**ACTIVITY**
Retype each line below precisely.

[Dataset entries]
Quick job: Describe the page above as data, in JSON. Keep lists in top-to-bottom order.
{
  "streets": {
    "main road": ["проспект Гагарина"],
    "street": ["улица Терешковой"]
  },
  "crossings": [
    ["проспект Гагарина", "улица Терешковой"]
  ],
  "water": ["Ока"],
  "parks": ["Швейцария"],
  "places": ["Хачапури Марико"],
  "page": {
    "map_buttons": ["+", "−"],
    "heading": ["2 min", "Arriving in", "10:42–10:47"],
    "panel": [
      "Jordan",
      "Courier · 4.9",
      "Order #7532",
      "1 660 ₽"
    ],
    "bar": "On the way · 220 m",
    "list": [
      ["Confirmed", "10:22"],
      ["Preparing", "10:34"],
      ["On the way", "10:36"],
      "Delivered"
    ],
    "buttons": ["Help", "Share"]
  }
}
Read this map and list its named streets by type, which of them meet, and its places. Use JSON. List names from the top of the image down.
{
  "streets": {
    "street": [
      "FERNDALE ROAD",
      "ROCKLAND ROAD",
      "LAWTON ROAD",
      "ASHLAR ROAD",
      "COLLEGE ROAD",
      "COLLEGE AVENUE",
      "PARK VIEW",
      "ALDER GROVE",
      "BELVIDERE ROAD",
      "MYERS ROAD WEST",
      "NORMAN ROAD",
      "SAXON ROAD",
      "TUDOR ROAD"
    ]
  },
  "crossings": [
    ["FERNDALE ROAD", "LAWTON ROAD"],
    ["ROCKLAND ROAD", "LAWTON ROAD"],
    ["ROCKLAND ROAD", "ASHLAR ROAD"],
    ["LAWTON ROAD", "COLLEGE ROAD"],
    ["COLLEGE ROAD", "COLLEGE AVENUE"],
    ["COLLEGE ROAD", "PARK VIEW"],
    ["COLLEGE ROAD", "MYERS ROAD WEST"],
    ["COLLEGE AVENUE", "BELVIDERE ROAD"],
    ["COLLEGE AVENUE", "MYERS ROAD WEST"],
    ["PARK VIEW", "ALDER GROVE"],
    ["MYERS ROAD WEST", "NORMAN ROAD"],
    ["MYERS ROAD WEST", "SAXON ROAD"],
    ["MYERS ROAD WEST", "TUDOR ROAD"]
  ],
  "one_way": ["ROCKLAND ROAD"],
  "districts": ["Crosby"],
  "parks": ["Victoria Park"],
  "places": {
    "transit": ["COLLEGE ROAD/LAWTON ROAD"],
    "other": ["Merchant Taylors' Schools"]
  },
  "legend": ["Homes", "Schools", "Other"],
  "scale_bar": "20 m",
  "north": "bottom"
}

**FINISHED EXERCISE**
Quick job: Describe the page above as data, in JSON. Keep lists in top-to-bottom order.
{
  "streets": {
    "main road": ["проспект Гагарина"],
    "street": ["улица Терешковой"]
  },
  "crossings": [
    ["проспект Гагарина", "улица Терешковой"]
  ],
  "water": ["Ока"],
  "parks": ["Швейцария"],
  "places": ["Хачапури Марико"],
  "page": {
    "map_buttons": ["+", "−"],
    "heading": ["2 min", "Arriving in", "10:42–10:47"],
    "panel": [
      "Jordan",
      "Courier · 4.9",
      "Order #7532",
      "1 660 ₽"
    ],
    "bar": "On the way · 220 m",
    "list": [
      ["Confirmed", "10:22"],
      ["Preparing", "10:34"],
      ["On the way", "10:36"],
      "Delivered"
    ],
    "buttons": ["Help", "Share"]
  }
}
Read this map and list its named streets by type, which of them meet, and its places. Use JSON. List names from the top of the image down.
{
  "streets": {
    "street": [
      "FERNDALE ROAD",
      "ROCKLAND ROAD",
      "LAWTON ROAD",
      "ASHLAR ROAD",
      "COLLEGE ROAD",
      "COLLEGE AVENUE",
      "PARK VIEW",
      "ALDER GROVE",
      "BELVIDERE ROAD",
      "MYERS ROAD WEST",
      "NORMAN ROAD",
      "SAXON ROAD",
      "TUDOR ROAD"
    ]
  },
  "crossings": [
    ["FERNDALE ROAD", "LAWTON ROAD"],
    ["ROCKLAND ROAD", "LAWTON ROAD"],
    ["ROCKLAND ROAD", "ASHLAR ROAD"],
    ["LAWTON ROAD", "COLLEGE ROAD"],
    ["COLLEGE ROAD", "COLLEGE AVENUE"],
    ["COLLEGE ROAD", "PARK VIEW"],
    ["COLLEGE ROAD", "MYERS ROAD WEST"],
    ["COLLEGE AVENUE", "BELVIDERE ROAD"],
    ["COLLEGE AVENUE", "MYERS ROAD WEST"],
    ["PARK VIEW", "ALDER GROVE"],
    ["MYERS ROAD WEST", "NORMAN ROAD"],
    ["MYERS ROAD WEST", "SAXON ROAD"],
    ["MYERS ROAD WEST", "TUDOR ROAD"]
  ],
  "one_way": ["ROCKLAND ROAD"],
  "districts": ["Crosby"],
  "parks": ["Victoria Park"],
  "places": {
    "transit": ["COLLEGE ROAD/LAWTON ROAD"],
    "other": ["Merchant Taylors' Schools"]
  },
  "legend": ["Homes", "Schools", "Other"],
  "scale_bar": "20 m",
  "north": "bottom"
}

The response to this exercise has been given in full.